In the 1980s, Milan's industry began to be extremely successful. As it became a major exporter of textiles and several clothing labels headquartered in the city began to become internationally renowned (such as Armani, Versace and Dolce & Gabbana), Milan began to be recognized internationally as a major fashion capital, and the traditionally affordable and practical, yet stylish and chic attire produced by the city's stylists made it a serious global competitor, threatening Paris' century-long status as the world capital haute couture or high-fashion. The city also saw a rise in the number of international tourists, notably from China, Japan or other Far-Eastern countries. This period of prosperity and the new international image of the city being a "capital of fashion" led many journalists to call the metropolis during the period "Milano da bere", literally "Milan to drink".

In the 1990s, Milan was badly affected by Tangentopoli, a serious political scandal centered in the Palazzo delle Stelline complex, in which several politicians and businessmen were tried for alleged corruption. The city also underwent a financial crisis, and faced sluggish industrial growth, compared to that of the 1950s and 1980s. Despite this, Milan ripened its image as a fashion and design capital, with new labels such as Miu Miu setting up. By the late-1990s, Milan regained some slight industrial and economic stimulus to grow.

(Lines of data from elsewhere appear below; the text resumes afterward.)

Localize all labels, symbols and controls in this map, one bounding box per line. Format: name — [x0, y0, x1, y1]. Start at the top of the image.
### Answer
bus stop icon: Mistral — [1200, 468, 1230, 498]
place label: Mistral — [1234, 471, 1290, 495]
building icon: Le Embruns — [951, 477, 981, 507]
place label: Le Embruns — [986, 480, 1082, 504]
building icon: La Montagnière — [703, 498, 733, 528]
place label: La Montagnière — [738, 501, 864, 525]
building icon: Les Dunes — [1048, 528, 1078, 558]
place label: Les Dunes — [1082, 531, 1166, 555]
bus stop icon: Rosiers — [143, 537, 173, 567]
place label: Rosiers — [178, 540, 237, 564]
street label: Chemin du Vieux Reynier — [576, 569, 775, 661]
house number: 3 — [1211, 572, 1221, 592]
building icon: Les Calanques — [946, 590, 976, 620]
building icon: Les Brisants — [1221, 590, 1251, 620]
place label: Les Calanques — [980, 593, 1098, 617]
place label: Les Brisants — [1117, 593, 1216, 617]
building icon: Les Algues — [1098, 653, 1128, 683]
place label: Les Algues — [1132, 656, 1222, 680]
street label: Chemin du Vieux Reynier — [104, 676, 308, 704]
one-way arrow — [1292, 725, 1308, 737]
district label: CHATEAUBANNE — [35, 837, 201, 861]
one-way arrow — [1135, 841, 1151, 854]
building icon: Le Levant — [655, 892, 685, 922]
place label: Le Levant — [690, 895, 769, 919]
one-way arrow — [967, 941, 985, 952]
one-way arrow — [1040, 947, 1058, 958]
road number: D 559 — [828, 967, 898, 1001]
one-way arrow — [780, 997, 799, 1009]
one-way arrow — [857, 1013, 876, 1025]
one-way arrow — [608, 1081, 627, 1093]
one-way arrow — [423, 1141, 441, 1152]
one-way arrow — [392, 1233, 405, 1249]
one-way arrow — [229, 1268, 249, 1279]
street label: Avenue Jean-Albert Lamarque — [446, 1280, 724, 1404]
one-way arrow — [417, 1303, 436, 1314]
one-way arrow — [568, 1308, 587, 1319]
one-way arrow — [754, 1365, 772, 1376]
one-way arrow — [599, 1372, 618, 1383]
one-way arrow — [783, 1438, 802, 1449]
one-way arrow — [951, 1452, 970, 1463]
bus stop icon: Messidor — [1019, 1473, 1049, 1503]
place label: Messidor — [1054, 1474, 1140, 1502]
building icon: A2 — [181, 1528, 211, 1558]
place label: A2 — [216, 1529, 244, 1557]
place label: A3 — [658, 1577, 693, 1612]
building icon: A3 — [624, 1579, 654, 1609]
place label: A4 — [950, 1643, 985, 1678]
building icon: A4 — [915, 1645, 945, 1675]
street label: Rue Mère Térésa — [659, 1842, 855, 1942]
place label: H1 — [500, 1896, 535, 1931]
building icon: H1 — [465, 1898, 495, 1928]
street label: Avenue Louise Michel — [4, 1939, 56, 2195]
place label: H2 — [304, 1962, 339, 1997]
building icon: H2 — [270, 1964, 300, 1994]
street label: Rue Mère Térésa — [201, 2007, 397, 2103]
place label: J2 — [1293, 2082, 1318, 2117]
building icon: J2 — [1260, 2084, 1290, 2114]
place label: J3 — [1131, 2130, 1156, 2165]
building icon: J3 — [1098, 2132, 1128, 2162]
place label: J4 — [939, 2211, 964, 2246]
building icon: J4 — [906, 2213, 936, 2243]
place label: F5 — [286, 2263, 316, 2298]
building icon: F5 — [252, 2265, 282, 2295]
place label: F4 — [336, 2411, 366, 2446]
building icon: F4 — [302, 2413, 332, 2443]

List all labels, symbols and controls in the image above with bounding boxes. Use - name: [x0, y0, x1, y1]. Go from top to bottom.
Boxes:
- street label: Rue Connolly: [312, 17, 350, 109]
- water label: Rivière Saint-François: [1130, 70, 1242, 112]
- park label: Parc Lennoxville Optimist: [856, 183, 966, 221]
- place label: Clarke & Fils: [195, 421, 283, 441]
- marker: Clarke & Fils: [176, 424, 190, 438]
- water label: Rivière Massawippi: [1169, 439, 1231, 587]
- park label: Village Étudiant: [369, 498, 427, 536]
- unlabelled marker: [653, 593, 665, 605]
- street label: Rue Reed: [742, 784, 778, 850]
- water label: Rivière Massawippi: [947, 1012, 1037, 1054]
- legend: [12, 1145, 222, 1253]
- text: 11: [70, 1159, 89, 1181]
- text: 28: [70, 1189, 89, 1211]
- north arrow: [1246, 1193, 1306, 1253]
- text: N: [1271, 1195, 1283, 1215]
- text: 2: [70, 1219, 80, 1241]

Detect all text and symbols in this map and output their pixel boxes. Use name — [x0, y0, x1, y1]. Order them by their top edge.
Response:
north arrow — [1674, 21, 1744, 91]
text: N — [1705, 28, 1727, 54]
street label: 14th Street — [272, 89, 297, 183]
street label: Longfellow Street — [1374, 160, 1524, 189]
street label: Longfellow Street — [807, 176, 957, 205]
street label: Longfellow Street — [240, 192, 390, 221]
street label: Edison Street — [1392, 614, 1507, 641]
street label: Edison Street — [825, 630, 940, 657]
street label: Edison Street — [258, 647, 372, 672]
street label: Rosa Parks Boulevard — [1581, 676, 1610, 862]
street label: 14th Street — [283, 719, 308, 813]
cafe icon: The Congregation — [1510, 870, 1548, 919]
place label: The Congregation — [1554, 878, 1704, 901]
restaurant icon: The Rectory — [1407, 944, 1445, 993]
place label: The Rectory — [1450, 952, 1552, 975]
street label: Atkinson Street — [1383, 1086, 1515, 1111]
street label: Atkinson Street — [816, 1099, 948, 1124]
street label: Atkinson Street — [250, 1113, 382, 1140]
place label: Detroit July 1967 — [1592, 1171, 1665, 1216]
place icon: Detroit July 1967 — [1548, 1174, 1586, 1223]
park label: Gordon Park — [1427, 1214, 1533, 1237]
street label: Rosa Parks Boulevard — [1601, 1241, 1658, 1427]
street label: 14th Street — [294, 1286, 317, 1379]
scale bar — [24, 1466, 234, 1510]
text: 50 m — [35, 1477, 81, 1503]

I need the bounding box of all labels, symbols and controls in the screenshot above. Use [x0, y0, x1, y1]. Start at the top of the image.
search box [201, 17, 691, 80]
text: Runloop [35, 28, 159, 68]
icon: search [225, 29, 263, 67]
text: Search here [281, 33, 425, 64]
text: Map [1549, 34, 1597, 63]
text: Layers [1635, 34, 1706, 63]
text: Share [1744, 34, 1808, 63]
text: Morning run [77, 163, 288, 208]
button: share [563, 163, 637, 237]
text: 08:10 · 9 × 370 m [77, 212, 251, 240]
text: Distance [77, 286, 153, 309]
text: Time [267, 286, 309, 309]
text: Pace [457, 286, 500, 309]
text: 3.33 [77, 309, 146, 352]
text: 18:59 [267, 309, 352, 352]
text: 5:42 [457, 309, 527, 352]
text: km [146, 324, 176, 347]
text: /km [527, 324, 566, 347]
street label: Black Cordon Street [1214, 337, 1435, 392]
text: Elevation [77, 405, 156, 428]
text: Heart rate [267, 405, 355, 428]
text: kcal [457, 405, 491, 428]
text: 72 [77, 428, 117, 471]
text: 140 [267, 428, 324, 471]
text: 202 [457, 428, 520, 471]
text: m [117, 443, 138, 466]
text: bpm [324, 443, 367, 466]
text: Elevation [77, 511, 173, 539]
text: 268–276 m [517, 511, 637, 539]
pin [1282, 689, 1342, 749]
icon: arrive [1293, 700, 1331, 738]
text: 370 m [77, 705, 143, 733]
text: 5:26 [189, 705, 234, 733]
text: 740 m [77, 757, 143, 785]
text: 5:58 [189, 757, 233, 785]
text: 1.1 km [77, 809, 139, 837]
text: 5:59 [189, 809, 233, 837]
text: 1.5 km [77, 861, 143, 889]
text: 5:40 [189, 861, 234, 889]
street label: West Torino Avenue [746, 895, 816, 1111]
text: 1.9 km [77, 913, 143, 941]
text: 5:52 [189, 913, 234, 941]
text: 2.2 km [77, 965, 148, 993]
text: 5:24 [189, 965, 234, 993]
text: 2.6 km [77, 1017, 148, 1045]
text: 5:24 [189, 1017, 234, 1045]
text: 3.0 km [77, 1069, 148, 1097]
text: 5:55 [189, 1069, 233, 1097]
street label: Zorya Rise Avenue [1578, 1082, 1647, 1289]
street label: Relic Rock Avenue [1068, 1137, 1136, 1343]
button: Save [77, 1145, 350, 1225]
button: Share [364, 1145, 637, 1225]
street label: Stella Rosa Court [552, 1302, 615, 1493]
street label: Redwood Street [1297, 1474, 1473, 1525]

By the early 2000s, Milan's economy which had been stagnant in the early-1990s began to re-grow slightly again, yet this was short-lived and the city, despite having relieved itself from Tangentopoli's strain, fell into another economic recession and crisis. This period saw a rapid fall in Milan's industrial exports, and the Asian textile and clothing companies began to rival the still strong, yet declining Milanese fashion labels. However, Milan was able to maintain its strong economy, firstly by moving its Fiera (an exposition of products related to mainly industrial design) to a new establishment in Rho just outside the city, and the announcement in 2008 of the city hosting the Expo 2015 has brightened prospects for the city's future, with several new plans of regeneration and the planned construction of numerous avant-garde structures. Despite Milan's industrial production is declining, the city has found alternative and successful sources of revenue, including publishing, finance, banking, food production, IT technology, logistics, transport and tourism. Overall, Milan's population seems to have stabilized in recent years, and there has been only a slight increase in the population of the city since 2001.